> **Description of the task**
Find the line with "Input: one rendered map. Describe" in the entries below. Repeat it, every following line, and the line with "Input: one rendered map. What", exactly and with nothing added.

[Collected data entries]
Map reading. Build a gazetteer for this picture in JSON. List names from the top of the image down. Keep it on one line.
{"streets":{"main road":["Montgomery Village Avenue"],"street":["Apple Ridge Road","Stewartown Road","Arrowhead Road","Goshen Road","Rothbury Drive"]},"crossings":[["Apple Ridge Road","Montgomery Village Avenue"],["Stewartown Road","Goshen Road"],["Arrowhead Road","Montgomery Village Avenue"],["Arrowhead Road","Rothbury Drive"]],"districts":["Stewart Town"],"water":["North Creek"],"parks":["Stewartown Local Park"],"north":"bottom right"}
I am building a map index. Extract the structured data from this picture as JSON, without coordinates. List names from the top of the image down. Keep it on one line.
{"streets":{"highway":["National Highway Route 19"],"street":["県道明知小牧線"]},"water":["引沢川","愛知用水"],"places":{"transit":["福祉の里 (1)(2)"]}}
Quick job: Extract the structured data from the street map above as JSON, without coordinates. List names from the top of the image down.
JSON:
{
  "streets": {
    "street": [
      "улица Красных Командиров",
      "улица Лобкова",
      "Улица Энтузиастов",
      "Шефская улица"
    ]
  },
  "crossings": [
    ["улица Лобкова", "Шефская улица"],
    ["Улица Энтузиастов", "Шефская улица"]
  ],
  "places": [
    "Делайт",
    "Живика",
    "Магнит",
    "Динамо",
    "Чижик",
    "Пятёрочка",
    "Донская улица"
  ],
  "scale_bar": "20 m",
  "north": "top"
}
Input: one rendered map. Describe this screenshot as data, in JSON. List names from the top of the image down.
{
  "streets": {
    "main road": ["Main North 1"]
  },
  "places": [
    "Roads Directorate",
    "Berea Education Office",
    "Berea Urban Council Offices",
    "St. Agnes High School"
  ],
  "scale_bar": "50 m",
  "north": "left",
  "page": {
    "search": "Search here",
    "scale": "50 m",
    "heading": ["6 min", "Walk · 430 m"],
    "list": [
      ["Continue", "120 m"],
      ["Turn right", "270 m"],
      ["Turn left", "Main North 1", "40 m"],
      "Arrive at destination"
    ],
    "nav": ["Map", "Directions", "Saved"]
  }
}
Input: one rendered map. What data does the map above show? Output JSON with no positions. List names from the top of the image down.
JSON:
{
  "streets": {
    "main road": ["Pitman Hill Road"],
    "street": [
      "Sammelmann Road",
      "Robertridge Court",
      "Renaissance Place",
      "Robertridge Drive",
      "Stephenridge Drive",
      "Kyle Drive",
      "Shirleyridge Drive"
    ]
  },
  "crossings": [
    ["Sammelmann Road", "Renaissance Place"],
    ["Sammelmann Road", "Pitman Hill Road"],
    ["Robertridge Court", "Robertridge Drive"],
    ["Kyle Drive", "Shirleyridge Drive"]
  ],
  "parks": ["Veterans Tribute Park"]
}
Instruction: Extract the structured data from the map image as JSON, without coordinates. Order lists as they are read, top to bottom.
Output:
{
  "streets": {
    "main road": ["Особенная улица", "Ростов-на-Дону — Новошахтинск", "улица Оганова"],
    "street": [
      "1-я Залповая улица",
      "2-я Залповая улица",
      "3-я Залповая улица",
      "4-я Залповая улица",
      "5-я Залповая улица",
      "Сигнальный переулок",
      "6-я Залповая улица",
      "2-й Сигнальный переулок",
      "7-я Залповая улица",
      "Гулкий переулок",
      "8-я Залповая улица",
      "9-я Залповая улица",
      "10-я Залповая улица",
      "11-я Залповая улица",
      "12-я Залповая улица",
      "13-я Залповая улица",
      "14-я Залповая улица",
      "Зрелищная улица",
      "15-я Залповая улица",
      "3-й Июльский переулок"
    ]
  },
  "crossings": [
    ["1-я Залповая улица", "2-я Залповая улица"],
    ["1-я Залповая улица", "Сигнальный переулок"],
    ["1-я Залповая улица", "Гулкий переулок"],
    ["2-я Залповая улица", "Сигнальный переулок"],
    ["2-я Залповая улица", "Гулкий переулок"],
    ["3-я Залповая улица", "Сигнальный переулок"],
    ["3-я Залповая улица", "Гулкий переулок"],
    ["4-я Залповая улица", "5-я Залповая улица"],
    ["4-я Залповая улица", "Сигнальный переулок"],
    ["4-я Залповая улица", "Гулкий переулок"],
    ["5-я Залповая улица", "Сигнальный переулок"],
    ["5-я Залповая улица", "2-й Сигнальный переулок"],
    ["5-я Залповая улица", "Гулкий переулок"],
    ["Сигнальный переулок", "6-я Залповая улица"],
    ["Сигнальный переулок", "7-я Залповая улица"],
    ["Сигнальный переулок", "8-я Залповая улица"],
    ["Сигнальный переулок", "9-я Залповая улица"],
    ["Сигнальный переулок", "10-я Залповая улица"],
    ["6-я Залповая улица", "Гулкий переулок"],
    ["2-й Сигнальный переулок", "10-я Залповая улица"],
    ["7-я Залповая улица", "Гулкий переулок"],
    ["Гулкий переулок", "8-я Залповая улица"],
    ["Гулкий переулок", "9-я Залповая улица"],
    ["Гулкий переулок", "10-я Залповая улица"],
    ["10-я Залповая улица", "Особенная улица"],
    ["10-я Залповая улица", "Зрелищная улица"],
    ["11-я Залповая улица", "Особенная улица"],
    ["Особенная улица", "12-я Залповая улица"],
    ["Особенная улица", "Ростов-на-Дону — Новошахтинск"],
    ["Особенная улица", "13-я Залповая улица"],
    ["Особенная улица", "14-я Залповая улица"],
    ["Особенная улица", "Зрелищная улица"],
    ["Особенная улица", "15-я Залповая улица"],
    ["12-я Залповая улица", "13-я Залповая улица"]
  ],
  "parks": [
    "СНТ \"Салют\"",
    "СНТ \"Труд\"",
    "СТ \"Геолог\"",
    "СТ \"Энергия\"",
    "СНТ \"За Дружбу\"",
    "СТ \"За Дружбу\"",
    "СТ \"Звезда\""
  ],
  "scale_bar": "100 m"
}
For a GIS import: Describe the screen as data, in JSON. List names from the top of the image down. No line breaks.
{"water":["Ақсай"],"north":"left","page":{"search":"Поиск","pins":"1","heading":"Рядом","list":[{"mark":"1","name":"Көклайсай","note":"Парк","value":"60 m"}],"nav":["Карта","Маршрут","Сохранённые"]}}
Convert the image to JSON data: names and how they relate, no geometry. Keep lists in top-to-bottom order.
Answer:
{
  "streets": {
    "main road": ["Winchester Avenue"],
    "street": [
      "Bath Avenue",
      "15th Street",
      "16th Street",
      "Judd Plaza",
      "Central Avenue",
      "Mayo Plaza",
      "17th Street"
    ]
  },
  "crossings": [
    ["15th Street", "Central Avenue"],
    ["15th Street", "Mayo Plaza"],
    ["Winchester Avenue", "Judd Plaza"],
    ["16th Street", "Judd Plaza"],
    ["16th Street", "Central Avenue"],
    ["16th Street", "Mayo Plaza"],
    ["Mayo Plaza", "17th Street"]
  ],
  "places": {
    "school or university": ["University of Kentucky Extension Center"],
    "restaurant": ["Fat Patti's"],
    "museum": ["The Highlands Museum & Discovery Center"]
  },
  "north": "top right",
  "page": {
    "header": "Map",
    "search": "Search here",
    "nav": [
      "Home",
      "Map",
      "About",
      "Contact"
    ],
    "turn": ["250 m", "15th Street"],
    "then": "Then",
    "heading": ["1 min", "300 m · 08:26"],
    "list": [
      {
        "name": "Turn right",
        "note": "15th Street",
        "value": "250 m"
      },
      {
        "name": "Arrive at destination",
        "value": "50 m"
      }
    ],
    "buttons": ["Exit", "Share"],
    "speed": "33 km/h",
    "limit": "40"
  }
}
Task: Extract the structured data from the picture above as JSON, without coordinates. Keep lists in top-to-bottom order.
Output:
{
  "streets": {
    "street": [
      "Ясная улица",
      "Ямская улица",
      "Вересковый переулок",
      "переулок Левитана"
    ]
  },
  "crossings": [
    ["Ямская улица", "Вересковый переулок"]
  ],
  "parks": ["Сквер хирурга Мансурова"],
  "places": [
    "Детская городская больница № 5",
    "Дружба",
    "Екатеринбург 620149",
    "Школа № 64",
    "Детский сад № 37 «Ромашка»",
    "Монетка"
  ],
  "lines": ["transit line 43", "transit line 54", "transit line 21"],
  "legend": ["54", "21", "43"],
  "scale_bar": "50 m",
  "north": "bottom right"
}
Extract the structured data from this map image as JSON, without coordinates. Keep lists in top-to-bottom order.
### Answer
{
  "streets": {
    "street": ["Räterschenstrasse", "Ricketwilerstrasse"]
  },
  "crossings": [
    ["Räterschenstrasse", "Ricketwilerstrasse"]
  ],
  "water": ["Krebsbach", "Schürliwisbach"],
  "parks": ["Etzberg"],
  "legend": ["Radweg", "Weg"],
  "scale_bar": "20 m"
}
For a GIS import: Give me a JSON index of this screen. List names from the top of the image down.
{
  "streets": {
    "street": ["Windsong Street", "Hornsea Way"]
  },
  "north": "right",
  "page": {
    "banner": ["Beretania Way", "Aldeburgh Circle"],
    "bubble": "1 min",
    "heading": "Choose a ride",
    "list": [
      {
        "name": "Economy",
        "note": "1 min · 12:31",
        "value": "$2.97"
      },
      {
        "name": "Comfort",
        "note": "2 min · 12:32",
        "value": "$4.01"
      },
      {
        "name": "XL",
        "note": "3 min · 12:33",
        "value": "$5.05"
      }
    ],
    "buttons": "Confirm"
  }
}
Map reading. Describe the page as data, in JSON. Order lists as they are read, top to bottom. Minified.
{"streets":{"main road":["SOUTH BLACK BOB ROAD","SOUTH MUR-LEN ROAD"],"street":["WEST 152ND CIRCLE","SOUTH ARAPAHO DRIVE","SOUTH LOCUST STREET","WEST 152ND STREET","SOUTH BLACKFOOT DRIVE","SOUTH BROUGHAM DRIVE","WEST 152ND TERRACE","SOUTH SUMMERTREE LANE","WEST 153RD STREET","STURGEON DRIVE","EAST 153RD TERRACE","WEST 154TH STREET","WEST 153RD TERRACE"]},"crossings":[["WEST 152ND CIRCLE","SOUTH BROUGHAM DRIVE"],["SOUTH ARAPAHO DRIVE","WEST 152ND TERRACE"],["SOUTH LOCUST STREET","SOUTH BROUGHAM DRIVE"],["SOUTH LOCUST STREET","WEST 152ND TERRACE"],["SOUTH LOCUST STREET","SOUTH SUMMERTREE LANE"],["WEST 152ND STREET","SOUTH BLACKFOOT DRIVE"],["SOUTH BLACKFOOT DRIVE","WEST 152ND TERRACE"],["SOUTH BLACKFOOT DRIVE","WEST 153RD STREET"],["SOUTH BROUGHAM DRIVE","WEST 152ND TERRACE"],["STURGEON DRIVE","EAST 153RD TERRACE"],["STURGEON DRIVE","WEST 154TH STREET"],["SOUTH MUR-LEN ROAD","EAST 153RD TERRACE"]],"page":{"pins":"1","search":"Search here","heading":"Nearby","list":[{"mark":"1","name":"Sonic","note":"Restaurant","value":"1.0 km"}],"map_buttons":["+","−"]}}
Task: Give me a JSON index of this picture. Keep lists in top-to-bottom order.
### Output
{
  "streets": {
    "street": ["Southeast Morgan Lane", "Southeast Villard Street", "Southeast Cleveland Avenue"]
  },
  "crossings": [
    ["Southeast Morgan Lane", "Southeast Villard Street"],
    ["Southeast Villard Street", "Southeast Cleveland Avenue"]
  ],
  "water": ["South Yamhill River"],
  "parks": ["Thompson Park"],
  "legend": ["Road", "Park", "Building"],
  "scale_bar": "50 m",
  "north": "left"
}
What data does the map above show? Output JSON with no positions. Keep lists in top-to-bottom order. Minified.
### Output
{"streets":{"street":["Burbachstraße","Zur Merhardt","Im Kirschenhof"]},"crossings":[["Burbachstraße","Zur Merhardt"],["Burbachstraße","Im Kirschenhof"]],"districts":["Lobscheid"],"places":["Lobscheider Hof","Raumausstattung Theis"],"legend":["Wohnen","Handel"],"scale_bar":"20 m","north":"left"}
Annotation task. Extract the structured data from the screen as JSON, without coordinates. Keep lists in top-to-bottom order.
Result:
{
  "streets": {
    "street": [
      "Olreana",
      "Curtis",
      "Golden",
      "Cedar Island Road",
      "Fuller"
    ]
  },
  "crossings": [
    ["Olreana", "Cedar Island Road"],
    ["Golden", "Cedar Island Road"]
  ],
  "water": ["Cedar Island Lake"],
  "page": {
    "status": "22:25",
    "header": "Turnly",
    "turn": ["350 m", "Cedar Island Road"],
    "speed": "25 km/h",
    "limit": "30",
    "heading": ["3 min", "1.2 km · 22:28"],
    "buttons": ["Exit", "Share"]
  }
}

> **Response**
Input: one rendered map. Describe this screenshot as data, in JSON. List names from the top of the image down.
{
  "streets": {
    "main road": ["Main North 1"]
  },
  "places": [
    "Roads Directorate",
    "Berea Education Office",
    "Berea Urban Council Offices",
    "St. Agnes High School"
  ],
  "scale_bar": "50 m",
  "north": "left",
  "page": {
    "search": "Search here",
    "scale": "50 m",
    "heading": ["6 min", "Walk · 430 m"],
    "list": [
      ["Continue", "120 m"],
      ["Turn right", "270 m"],
      ["Turn left", "Main North 1", "40 m"],
      "Arrive at destination"
    ],
    "nav": ["Map", "Directions", "Saved"]
  }
}
Input: one rendered map. What data does the map above show? Output JSON with no positions. List names from the top of the image down.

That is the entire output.